This application claims priority and benefit as a division of U.S. patent application Ser. No. 12/618,042, having the same title, filed Nov. 13, 2009 now abandoned.

BACKGROUND

1. Field of the Invention

The present invention relates generally to a system and method for purging bubbles from a fluid ejection head and, more particularly to controlling the amount of ink ejected from the ejection head during a purging operation.

2. Description of the Related Art

Ink jet printers have a permanent fluid ejection head, which are not typically replaced by the customers. Rather, the supply item in this case that is replaced is the fluid cartridge mounted on the fluid ejection head. Air management in the fluid cartridge is an issue, since air can enter the fluid cartridge from several different sources resulting in blockage in the fluid ejection head that result in poor print quality if that air is not removed.

To purge bubbles, an air tight seal is provided around a plurality of fluid ejection nozzles of the fluid ejection head. The air tight seal has an opening at one end through which a negative pressure is exerted on the plurality of fluid ejection nozzles. The negative pressure removes ink and unwanted bubbles from the fluid ejection head. The fluidic resistance of the fluid ejection head determines the amount of ink removed during the purging operation. Some of the features that affect the fluidic resistance of ink are flow path length, area of the fluid ejection head, nozzle diameter, and fluid viscosity. Usually, there are significant differences in the flow features and fluid viscosity of monochrome ink compared to color ink.

Due to these differences, when the same pressure is applied to the monochrome ink and color ink during a purging operation, one of the color or monochrome ink is removed more than is needed.

Therefore, it would be advantageous to have a system that can control the amount of ink removed from the fluid ejection head during a purging operation.

SUMMARY OF THE INVENTION

Disclosed herein is a fluid ejection head including a plurality of fluid flow channels that includes a first plurality of fluid flow channels for flow of a first ink and a second plurality of fluid flow channels for flow of a second ink, the first ink being different from the second ink, a plurality of actuator devices including at least a first actuator device in thermal communication with the first plurality of fluid flow channels for heating the first ink, and at least a second actuator device in thermal communication with the second plurality of fluid flow channels for heating the second ink, a plurality of ink vias formed within the plurality of actuator devices, the plurality of ink vias in fluid communication with the first and second plurality of fluid flow channels, a nozzle plate attached to the plurality of actuator devices, the nozzle plate containing a plurality of fluid ejection nozzles corresponding to the plurality of ink vias, and a printer cap positioned adjacent the nozzle plate, the at least the first actuator device being pulsed with a first energy that depends on a viscosity of the first ink, the at least the second actuator device being pulsed with a second energy that depends on a viscosity of the second ink, the first energy being different from the second energy, a negative pressure being applied through the printer cap for purging bubbles from the first plurality of fluid flow channels, the second plurality of fluid flow channels, the plurality of ink vias, and the plurality of fluid ejection nozzles.

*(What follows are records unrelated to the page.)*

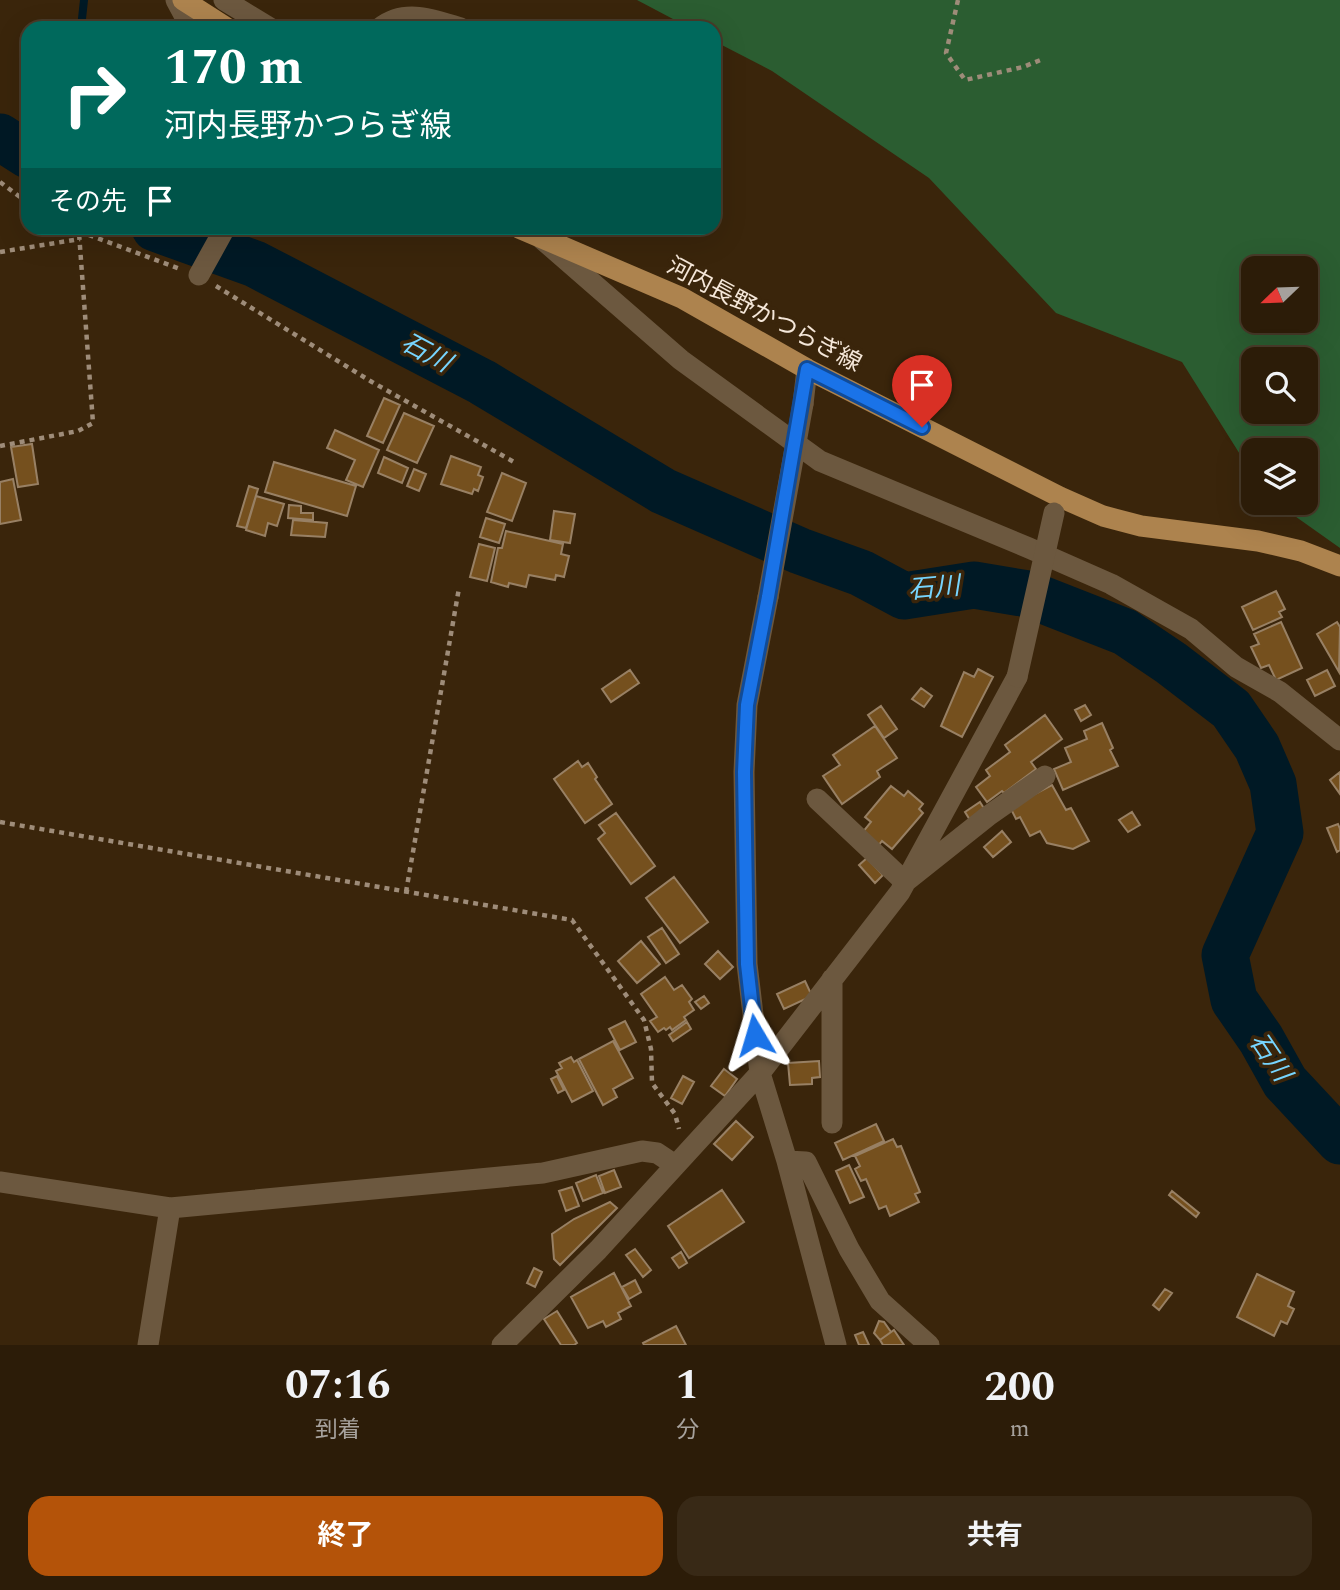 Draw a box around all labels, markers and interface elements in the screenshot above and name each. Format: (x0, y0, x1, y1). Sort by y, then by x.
text: 170 m (164, 31, 303, 106)
icon: right (49, 49, 140, 140)
text: 河内長野かつらぎ線 (164, 102, 452, 151)
text: その先 (49, 182, 127, 222)
icon: arrive (141, 182, 179, 220)
street label: 河内長野かつらぎ線 (660, 248, 868, 382)
north arrow (1241, 256, 1318, 332)
map controls (1241, 256, 1318, 515)
water label: 石川 (394, 323, 461, 384)
button: search (1241, 347, 1318, 424)
pin (892, 355, 952, 427)
icon: arrive (903, 366, 941, 404)
button: layers (1241, 438, 1318, 515)
water label: 石川 (906, 566, 965, 610)
position arrow (718, 998, 792, 1072)
water label: 石川 (1239, 1024, 1303, 1092)
text: 07:16 (285, 1354, 391, 1417)
text: 1 (676, 1354, 699, 1417)
text: 200 (984, 1356, 1055, 1419)
text: m (1010, 1412, 1029, 1447)
text: 到着 (315, 1413, 361, 1448)
text: 分 (676, 1413, 699, 1448)
button: 終了 (28, 1496, 663, 1576)
button: 共有 (677, 1496, 1312, 1576) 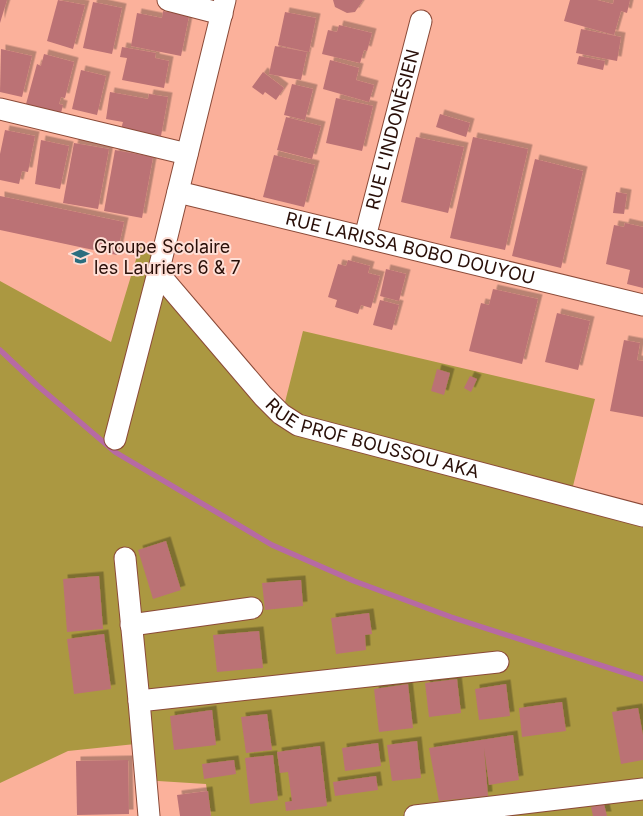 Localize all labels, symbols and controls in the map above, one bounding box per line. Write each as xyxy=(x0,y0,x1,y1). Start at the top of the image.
street label: RUE L'INDONÉSIEN xyxy=(361,47,423,212)
street label: RUE LARISSA BOBO DOUYOU xyxy=(284,208,537,288)
place label: Groupe Scolaire les Lauriers 6 & 7 xyxy=(94,236,241,278)
school or university icon: Groupe Scolaire les Lauriers 6 & 7 xyxy=(70,247,90,267)
street label: RUE PROF BOUSSOU AKA xyxy=(262,394,482,482) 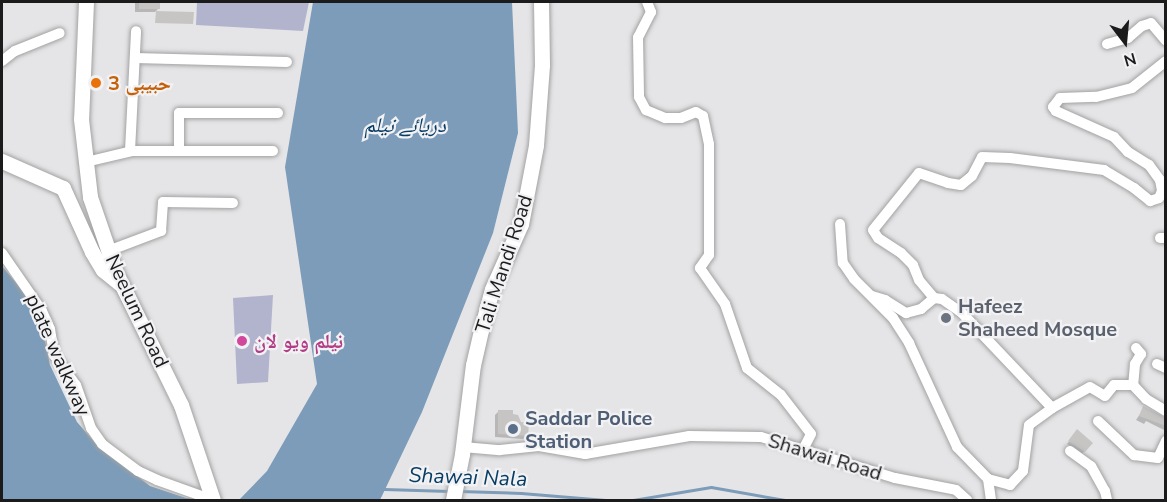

In some embodiments, pulsing the at least the first actuator device with the first energy and pulsing the at least the second actuator device with the second energy results in the viscosity of the first ink to be same as the viscosity of second ink.

In another aspect, a method for purging bubbles from a plurality of fluid flow channels and a plurality of ink vias of a fluid ejection head, the method includes pulsing the at least the first actuator device with a first energy, pulsing the at least the second actuator device with a second energy, and applying a negative pressure through the printer cap to purge bubbles from the first plurality of fluid flow channels, the second plurality of fluid flow channels, the plurality of ink vias, and the plurality of fluid ejection nozzles, the first energy being different from the second energy, the first energy and the second energy depending on the viscosity of the first ink and the second ink.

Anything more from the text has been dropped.